Your goal: Only lines holding the string "nowrap" are wanted; copy each one from the material.

Records provided:

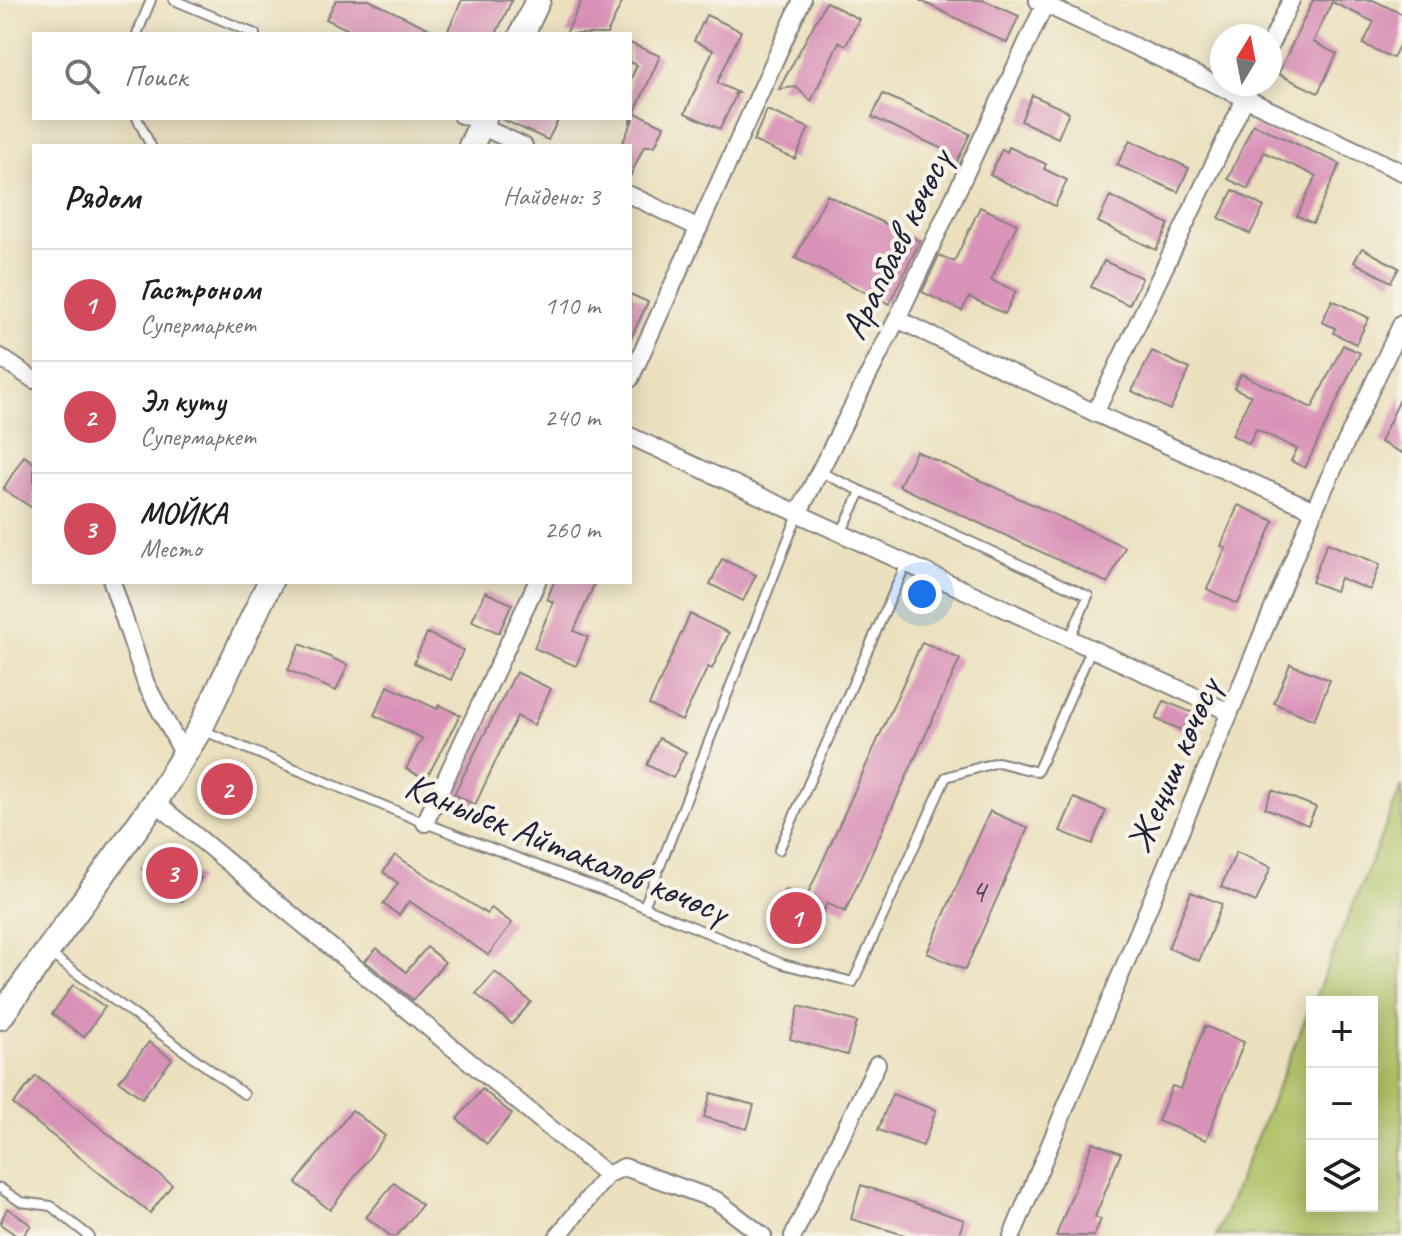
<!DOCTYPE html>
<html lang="ru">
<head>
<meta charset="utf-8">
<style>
  :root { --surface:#fff; --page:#f6f6f6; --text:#202124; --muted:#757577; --line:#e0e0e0; --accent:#d1495b }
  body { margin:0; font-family:Caveat,sans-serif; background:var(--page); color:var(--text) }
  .controls { position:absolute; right:24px; bottom:24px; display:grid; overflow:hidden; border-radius:0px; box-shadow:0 4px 20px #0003 }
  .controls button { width:72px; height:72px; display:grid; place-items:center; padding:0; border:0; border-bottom:2px solid var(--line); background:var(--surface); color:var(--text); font:40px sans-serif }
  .compass { position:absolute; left:1210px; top:24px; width:72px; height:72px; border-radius:50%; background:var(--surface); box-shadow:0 4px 20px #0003; rotate:10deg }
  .you { position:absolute; left:922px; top:594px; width:28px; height:28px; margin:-20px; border:6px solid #fff; border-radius:50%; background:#1a73e8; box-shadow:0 0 0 12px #1a73e833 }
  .badge { display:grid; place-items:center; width:52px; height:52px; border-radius:50%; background:var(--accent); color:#fff; font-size:26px; font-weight:700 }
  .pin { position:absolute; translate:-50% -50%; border:4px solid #fff; box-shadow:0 2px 8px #0006 }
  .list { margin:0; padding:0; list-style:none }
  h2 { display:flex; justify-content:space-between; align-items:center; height:104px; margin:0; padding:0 32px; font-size:34px }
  h2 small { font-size:26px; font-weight:400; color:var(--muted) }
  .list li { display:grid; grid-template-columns:52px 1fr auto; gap:24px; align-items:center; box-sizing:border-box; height:112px; padding:0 32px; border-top:2px solid var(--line) }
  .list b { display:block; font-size:30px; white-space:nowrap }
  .list p { margin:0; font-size:26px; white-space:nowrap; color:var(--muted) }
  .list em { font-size:26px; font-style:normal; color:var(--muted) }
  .icon { flex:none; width:44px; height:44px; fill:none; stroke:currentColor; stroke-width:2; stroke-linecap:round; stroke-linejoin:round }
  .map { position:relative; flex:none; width:1402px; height:1236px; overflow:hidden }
  .search { position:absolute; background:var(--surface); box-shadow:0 4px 20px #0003; left:32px; top:32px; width:600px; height:88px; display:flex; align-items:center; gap:20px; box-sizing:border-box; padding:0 28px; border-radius:0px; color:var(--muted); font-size:30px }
  .panel { position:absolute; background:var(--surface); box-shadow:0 4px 20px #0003; left:32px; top:144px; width:600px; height:440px; border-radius:0px }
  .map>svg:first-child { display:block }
</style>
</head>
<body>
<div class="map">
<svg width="1402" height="1236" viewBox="0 0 1402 1236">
  <rect width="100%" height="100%" fill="#f7f3e8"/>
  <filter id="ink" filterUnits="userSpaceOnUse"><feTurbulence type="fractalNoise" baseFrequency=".0125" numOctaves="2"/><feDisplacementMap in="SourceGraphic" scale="16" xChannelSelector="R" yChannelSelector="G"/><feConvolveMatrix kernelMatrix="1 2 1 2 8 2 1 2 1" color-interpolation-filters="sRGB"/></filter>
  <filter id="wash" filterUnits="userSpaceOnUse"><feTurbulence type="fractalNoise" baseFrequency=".006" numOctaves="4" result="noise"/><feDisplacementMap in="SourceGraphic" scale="32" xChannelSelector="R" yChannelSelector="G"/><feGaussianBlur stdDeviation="1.8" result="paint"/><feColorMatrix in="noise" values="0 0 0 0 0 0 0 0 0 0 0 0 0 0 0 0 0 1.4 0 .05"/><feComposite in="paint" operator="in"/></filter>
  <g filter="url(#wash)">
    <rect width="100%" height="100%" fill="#ebe1bf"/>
    <polygon fill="#aec063" stroke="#68714f" stroke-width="2" points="1402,786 1402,1236 1216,1236 1312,1003 1312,1206 1372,1206 1372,1002 1313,1002"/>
    <g id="blocks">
      <g fill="#d992b7">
        <polygon points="336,0 369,0 440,34 357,34 326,19"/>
        <polygon points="462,0 512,0 496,34 457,34 448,30"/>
        <polygon points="582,0 623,0 607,34 566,34"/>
        <polygon points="919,0 983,0 1019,16 1007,43"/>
        <polygon points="1313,0 1373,0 1402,14 1402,39 1393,58 1363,44 1374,22 1332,2 1313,42 1337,54 1318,93 1278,74"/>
        <polygon points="826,2 859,19 846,45 839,42 811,101 796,87 779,89"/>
        <polygon points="706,15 741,31 717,83 739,93 733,94 736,95 720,129 685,113 713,50 694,41"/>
        <polygon points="630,43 660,56 630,123 630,81 637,65 630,62"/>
        <polygon points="883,94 970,134 956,164 939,157 943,149 872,117"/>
        <polygon points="1032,95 1069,112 1058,138 1021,121"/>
        <polygon points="767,110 809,128 795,159 753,141"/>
        <polygon points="636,113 664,126 655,146 644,146 630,177 630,146 621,146"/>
        <polygon points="499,118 559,118 548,140"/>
        <polygon points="1253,124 1340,164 1313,223 1297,216 1316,176 1264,152 1248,189 1228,179"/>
        <polygon points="1130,140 1189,168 1178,192 1117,165"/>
        <polygon points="1009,147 1046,164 1044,169 1067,180 1055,206 990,175 1002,149 1007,152"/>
        <polygon points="1233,190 1264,207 1250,234 1219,218"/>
        <polygon points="827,195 920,241 889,304 795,258"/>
        <polygon points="1110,196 1169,224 1156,250 1098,222"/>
        <polygon points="980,207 1017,224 991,280 1016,291 1005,314 969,297 962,311 922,292 939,255 954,262"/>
        <polygon points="1362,248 1399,268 1391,282 1354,262"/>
        <polygon points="1104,261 1142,278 1129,305 1091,287"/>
        <polygon points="630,294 648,302 630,340"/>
        <polygon points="1332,300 1369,318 1356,344 1333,333 1335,328 1322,322"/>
        <polygon points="1343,345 1360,353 1305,468 1291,461 1297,449 1256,429 1249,444 1232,435 1251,396 1234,388 1241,374 1312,408"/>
        <polygon points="1152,351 1190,369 1170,410 1132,391"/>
        <polygon points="1402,395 1402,453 1380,442"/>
        <polygon points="916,451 1125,547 1108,583 899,486"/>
        <polygon points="24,456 34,463 34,509 3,489"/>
        <polygon points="1238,505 1274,521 1238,604 1207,589 1226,548 1221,546"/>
        <polygon points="1327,543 1380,564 1370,590 1340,578 1335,591 1312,582"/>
        <polygon points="722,559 756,575 743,601 710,584"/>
        <polygon points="554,582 595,582 574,631 588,637 576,666 534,648 553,602 547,599"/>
        <polygon points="485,592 512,604 499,633 472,621"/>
        <polygon points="690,614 729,633 712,669 708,667 682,721 649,705"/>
        <polygon points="427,633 463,650 451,680 414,663"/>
        <polygon points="922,642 960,659 845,912 827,903 808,947 767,930 785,889 806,898"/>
        <polygon points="300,644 348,665 336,691 288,670"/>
        <polygon points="1290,664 1330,680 1314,720 1274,703"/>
        <polygon points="516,672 551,689 534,725 517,716 475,805 454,794"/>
        <polygon points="388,686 437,709 439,705 460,715 426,779 406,769 422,738 374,715"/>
        <polygon points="1164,701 1198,715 1190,734 1156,719"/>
        <polygon points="659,738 686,752 673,778 647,765"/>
        <polygon points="223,765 251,782 231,815 203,797"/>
        <polygon points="1272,790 1316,807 1308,825 1265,808"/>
        <polygon points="1074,798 1106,811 1092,844 1060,831"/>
        <polygon points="990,811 1028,828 965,970 927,953"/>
        <polygon points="162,845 201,878 182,901 142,869"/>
        <polygon points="1236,852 1271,867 1256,902 1221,887"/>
        <polygon points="395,855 487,914 491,908 512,923 488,955 409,901 399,915 383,904 398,883 383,872"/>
        <polygon points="1191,892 1222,904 1199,961 1168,948"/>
        <polygon points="427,947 445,962 413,1000 365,961 377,948 406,972"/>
        <polygon points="495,972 531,1002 512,1024 476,994"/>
        <polygon points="73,985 105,1007 84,1037 52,1014"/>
        <polygon points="799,1006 857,1022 847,1055 790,1039"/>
        <polygon points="1205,1026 1244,1042 1206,1140 1158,1121 1172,1086 1180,1089"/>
        <polygon points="149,1042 172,1059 142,1098 119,1081"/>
        <polygon points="36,1076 172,1185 150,1213 13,1104"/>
        <polygon points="482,1089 512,1114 487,1144 457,1119"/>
        <polygon points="711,1093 754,1105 747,1129 704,1117"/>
        <polygon points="892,1094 936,1110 923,1146 878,1130"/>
        <polygon points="352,1110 385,1136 330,1210 296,1183"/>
        <polygon points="1093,1142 1121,1153 1095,1217 1101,1219 1094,1236 1056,1236"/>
        <polygon points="394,1183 422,1205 397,1236 391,1236 366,1217"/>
        <polygon points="861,1185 964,1220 958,1236 908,1236 851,1219"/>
        <polygon points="7,1208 31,1225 23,1236 17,1236 0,1224"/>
      </g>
    </g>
  </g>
  <g filter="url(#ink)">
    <use href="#blocks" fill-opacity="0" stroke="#86827d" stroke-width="2"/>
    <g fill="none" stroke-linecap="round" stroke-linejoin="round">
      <defs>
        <g id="lane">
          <polyline points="174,0 255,34"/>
          <polyline points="137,34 151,0"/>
          <polyline points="137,118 151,146"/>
          <polyline points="458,118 476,124"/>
          <polyline points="820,472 1088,596 1069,640"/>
          <polyline points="841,533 861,492"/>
          <polyline points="202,730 425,823 618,896 783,964 853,982 946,777 998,762 1037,772 1091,650"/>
          <polyline points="779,850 906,564"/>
          <polyline points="644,907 798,514"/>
          <polyline points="50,954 244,1094"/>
          <polyline points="0,1188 21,1202 51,1206 89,1236"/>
        </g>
        <g id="street">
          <polyline points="1038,1 1402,172"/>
          <polyline points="1270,45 1291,0"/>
          <polyline points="480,126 524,146"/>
          <polyline points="630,195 699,228"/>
          <polyline points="897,319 1095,413 1314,510"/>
          <polyline points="0,357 34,380"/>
          <polyline points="630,379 802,0"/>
          <polyline points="1095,413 1252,84"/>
          <polyline points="630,436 1229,712"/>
          <polyline points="798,514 897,319 1047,0"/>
          <polyline points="112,582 146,684 184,755"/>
          <polyline points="155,802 607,1175 624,1167 716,1200 763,1236"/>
          <polyline points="425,823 537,582"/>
          <polyline points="558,1236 607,1175"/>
          <polyline points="793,1236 877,1064"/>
          <polyline points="1012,1236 1314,510 1402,323"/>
        </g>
        <g id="secondary">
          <polyline points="522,34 538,0"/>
          <polyline points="471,146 484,118"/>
          <polyline points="0,1017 155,802 200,729 270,582"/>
        </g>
      </defs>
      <use href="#lane" stroke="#86827d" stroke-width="12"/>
      <use href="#street" stroke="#86827d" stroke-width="20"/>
      <use href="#secondary" stroke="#86827d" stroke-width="28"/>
      <use href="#lane" stroke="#fff" stroke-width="8"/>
      <use href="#street" stroke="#fff" stroke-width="16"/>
      <use href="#secondary" stroke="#fff" stroke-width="24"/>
    </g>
  </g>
  <g text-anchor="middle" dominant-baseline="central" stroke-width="8" stroke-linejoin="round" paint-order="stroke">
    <g font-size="34" fill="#503e5a">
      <text x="978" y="890">4</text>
    </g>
    <g font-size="38" fill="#22223b" stroke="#f7f3e8">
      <text transform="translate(896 244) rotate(-64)">Арапбаев көчөсү</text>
      <text transform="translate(1173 765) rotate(-67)">Жеңиш көчөсү</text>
      <text transform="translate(567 848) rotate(22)">Каныбек Айтакалов көчөсү</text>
    </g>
  </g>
</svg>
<div class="controls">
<button>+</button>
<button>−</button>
<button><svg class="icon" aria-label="layers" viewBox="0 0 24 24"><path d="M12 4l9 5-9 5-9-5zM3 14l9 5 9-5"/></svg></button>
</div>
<svg class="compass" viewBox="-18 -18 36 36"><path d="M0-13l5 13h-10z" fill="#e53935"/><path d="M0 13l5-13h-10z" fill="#757577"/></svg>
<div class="you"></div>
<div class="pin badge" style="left:796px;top:918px">1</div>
<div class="pin badge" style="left:227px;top:789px">2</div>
<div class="pin badge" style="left:172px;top:873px">3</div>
<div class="search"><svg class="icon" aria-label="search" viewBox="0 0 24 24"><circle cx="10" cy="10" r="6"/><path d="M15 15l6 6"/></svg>Поиск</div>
<section class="panel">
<h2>Рядом<small>Найдено: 3</small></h2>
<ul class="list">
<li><span class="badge">1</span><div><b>Гастроном</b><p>Супермаркет</p></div><em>110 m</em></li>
<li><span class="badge">2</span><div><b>Эл куту</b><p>Супермаркет</p></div><em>240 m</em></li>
<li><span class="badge">3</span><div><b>МОЙКА</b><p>Место</p></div><em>260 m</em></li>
</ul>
</section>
</div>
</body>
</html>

Finished exercise:
  .list b { display:block; font-size:30px; white-space:nowrap }
  .list p { margin:0; font-size:26px; white-space:nowrap; color:var(--muted) }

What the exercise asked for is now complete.